Essas formulações são norteadas pela concepção de que os sintomas psiconeuróticos indicam um esforço defensivo inconsciente de recalcamento dirigido a uma representação incompatível com o eu do paciente, devido à sua natureza traumática e sexual.
A neurose histérica é o campo privilegiado e inaugural da investigação freudiana, na medida em que lhe revela a dimensão da divisão subjetiva e do funcionamento inconsciente, que são determinantes da realidade psíquica do sujeito. Desse modo, a histeria constitui o paradigma clínico estendido como modelo esclarecedor dos sintomas obsessivos e fóbicos, como também da psicose, especificamente a paranoica.
 Segundo Freud (1894/1996), todos partilham desta “atitude defensiva” de enfraquecimento da representação oposta aos interesses do eu.

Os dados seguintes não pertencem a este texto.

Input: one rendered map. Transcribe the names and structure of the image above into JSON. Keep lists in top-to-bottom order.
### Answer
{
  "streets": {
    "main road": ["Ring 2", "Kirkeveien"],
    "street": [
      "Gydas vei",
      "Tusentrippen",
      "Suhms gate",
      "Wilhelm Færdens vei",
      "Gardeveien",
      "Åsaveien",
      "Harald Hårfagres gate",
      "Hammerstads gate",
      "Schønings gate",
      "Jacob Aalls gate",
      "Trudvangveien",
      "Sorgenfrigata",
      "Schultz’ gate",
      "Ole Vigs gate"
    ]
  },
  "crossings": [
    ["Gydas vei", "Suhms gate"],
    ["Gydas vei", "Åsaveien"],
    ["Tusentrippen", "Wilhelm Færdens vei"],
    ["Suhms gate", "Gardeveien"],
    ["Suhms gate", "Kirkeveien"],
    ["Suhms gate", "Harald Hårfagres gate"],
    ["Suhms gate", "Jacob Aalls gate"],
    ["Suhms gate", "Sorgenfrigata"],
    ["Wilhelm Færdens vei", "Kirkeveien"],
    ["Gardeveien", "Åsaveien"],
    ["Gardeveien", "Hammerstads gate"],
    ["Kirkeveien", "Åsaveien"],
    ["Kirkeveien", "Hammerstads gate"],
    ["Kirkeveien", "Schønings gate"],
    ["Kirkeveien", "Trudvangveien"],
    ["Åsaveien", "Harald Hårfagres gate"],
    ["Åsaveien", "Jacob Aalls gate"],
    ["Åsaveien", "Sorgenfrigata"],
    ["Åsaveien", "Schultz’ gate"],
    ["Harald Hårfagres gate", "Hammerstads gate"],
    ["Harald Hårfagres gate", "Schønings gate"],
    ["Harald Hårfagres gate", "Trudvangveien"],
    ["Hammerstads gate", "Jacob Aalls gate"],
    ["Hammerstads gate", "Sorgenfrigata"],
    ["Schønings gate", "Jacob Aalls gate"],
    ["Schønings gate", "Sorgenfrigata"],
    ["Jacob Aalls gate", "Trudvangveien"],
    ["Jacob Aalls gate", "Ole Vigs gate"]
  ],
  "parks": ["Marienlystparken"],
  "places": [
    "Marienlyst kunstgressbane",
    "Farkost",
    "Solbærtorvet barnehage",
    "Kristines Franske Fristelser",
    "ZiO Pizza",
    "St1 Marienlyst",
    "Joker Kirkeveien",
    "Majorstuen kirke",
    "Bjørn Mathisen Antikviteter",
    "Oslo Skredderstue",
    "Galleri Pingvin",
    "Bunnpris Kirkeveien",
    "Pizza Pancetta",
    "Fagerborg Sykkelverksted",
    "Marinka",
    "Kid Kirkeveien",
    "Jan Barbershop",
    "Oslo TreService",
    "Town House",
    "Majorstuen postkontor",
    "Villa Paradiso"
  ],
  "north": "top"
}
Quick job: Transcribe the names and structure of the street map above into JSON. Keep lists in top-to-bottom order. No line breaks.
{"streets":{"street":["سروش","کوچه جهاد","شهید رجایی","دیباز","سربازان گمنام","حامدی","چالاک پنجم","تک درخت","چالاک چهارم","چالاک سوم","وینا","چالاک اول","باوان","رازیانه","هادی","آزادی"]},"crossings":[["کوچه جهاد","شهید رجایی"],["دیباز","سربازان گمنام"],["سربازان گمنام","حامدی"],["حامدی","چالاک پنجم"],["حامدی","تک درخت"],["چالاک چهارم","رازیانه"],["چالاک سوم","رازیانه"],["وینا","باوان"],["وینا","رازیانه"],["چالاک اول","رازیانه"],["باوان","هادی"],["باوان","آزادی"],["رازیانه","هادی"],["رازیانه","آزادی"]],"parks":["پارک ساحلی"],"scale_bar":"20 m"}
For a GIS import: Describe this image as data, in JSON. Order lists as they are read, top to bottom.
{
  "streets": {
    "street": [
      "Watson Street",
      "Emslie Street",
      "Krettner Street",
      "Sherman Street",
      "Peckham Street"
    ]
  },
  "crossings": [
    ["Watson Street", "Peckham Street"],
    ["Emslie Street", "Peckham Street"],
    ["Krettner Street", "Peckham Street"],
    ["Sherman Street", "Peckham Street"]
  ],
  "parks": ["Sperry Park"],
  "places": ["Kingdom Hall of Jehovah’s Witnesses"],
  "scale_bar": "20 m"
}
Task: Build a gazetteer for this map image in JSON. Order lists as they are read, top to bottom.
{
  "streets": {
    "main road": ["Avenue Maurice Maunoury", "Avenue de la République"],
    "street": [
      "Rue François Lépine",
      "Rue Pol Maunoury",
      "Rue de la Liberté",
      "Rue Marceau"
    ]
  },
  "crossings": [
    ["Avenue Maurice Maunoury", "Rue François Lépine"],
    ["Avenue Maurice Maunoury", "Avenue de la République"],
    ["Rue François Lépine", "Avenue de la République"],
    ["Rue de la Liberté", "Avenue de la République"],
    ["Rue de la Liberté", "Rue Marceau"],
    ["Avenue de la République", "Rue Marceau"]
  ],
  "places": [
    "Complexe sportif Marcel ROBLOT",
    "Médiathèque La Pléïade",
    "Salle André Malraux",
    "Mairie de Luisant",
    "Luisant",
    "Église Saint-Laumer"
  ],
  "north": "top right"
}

Neste sentido, a particularidade de cada quadro é definida pelo destino sofrido pelo afeto, que é a soma da excitação proveniente da representação erradicada da consciência. Na histeria, o investimento somático da carga afetiva engendra um sintoma conversivo. Uma parte do corpo, afetada pela libido, comporta-se como um análogo do órgão genital. 
Nas obsessões, o afeto permanece circulando na esfera psíquica investido numa falsa conexão com outras representações que se impõem à consciência como ideias obsessivas. Geralmente, o sujeito se culpa e se autoacusa por razões evidentemente fúteis que ocultam o verdadeiro motivo. A defesa, neste caso, distingue-se da resposta histérica por não consistir no recalcamento da representação insuportável, mas sim, no isolamento do afeto, isto é, o sentimento de culpa que lhe seria correspondente. As fobias, por sua vez, constituem uma variação da histeria, pois são classificadas como histerias de angústia. O afeto, uma vez desligado da representação recalcada, não é investido no corpo e permanece em estado livre até que encontre uma representação fóbica substituta.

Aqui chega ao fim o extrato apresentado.